According to CMR’s totals, national newspapers were hit the hardest, dropping 23% to $2.95 billion, followed by national spot radio, which was down 20.4% to $2.17 billion. Spot TV dropped 18.2%, followed by network radio, which was down 12.5%, network TV at down 8.1%. Magazines were also down 7.6%, newspapers dropped 7% and outdoor remained relatively flat, down 0.8% to 2.46 billion.

The only media to rise were cable TV, which went up 1% to $10.42 billion, and syndicated TV, which was almost flat at 0.1% growth to $3.19 billion.

Naturally, ad spending is expected to rise 1.5% in 2002, according to CMR’s full-year forecast released last month. David Peeler, President and CEO of CMR said, “As our nation emerges from recession, we believe the worst is behind us and expect to see a slight industry rebound by the onset of the third quarter of 2002."
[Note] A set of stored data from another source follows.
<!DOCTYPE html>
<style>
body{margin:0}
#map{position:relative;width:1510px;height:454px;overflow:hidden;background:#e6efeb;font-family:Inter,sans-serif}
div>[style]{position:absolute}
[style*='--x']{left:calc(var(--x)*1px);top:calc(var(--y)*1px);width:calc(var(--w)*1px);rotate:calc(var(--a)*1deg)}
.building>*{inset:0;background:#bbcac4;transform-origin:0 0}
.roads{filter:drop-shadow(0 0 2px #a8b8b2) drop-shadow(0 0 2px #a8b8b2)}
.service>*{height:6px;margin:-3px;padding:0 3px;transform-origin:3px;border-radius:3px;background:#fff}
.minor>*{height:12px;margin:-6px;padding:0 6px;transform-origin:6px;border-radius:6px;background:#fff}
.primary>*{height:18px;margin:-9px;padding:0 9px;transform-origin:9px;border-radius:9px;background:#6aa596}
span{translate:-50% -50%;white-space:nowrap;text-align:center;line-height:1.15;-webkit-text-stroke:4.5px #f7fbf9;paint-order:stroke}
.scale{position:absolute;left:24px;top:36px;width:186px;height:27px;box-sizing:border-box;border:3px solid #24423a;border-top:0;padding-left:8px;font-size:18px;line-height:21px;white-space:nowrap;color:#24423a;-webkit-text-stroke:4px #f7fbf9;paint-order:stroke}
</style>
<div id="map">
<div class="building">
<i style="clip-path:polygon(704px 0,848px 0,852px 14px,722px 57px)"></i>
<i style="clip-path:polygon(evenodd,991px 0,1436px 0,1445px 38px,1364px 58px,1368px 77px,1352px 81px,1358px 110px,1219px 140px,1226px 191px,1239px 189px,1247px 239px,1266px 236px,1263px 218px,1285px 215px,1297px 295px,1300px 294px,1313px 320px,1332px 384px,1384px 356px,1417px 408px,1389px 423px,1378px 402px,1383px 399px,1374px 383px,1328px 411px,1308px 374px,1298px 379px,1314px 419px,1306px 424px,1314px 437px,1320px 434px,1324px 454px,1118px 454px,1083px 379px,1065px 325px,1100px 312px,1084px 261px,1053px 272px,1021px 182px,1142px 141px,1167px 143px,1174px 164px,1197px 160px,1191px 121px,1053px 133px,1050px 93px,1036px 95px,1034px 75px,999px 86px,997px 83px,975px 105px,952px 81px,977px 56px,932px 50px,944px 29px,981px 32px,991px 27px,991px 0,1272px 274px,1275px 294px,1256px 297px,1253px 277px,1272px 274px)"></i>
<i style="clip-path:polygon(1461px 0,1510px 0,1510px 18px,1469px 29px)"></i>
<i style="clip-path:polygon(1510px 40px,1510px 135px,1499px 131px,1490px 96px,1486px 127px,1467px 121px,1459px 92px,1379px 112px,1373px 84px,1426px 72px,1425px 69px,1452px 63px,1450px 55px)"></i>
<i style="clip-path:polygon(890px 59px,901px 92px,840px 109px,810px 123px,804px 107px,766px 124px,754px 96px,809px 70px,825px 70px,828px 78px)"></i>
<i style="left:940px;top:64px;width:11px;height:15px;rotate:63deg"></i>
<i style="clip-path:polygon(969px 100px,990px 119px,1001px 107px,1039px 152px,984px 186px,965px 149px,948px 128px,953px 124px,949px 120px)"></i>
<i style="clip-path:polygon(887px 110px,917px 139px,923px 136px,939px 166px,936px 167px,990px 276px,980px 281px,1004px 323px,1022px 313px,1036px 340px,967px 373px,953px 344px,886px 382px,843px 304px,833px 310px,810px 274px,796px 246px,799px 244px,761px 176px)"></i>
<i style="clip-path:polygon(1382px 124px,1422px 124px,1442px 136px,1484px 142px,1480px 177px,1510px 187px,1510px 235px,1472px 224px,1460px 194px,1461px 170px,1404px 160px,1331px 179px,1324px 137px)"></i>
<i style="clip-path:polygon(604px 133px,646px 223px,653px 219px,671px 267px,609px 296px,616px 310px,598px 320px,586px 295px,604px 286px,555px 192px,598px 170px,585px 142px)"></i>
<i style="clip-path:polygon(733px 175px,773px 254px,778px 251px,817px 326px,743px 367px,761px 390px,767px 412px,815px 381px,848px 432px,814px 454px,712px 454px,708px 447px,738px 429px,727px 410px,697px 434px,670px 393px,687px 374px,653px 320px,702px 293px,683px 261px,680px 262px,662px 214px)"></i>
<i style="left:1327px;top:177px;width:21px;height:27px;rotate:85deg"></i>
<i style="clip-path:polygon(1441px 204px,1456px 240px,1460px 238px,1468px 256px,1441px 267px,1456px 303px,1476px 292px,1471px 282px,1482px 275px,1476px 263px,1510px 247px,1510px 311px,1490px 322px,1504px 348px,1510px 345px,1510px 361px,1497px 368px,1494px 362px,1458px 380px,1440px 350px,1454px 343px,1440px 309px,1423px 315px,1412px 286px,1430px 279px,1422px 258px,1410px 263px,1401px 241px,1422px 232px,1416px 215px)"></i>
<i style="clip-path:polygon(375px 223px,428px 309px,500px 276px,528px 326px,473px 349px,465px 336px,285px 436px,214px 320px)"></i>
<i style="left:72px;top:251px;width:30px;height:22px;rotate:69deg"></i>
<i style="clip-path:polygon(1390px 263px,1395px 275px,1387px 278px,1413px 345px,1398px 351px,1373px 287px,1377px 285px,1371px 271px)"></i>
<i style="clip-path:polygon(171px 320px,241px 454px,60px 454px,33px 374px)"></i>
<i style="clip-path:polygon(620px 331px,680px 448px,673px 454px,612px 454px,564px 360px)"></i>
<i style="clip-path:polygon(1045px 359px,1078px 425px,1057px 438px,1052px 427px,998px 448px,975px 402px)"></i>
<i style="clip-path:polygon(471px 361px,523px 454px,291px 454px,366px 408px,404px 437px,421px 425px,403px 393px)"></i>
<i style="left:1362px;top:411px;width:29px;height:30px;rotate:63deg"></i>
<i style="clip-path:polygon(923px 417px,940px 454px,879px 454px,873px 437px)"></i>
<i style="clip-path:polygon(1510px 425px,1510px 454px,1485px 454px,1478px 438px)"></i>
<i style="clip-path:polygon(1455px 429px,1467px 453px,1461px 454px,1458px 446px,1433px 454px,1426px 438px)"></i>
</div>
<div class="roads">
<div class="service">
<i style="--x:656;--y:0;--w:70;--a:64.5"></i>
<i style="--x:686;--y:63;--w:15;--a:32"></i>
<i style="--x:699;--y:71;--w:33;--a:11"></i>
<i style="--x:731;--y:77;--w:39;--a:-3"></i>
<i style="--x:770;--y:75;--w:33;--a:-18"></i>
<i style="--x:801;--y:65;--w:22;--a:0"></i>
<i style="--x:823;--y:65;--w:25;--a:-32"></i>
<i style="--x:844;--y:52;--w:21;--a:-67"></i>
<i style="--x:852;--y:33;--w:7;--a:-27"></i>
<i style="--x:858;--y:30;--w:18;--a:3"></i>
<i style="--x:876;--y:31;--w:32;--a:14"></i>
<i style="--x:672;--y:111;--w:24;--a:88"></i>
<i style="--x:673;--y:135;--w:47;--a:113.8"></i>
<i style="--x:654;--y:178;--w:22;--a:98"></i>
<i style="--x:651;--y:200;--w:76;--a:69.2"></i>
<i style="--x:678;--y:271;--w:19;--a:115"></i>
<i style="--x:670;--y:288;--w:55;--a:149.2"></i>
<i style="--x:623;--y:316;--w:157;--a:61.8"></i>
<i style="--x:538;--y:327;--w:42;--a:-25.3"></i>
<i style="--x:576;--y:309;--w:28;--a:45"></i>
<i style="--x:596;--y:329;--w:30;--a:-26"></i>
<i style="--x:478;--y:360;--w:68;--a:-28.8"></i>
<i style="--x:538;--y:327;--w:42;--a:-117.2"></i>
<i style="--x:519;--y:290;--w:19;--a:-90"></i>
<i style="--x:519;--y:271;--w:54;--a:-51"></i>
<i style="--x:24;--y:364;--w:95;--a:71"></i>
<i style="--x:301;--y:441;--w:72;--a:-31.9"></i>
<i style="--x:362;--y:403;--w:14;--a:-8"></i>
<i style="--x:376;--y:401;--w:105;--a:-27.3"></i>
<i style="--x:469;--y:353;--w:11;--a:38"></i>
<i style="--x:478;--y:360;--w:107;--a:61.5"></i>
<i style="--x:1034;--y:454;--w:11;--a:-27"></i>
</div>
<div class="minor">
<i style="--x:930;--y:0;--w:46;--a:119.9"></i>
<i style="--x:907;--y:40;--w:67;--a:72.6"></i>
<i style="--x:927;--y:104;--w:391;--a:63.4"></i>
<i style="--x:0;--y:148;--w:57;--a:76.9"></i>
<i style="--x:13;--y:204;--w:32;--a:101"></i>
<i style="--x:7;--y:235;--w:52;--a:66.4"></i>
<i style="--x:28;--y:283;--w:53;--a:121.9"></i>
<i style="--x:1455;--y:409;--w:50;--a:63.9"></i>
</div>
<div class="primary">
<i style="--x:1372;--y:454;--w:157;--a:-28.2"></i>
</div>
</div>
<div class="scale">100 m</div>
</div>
CMR maintains that spending will continue to be soft through the first half of the year, although the declines will be much less than those seen in the third and fourth quarters of 2001. Researchers expect the market to rebound beginning with third quarter of 2002. The one thing to remember in all of this, however, is that this rebound is relative to the depressed levels of the third and fourth quarters of 2001.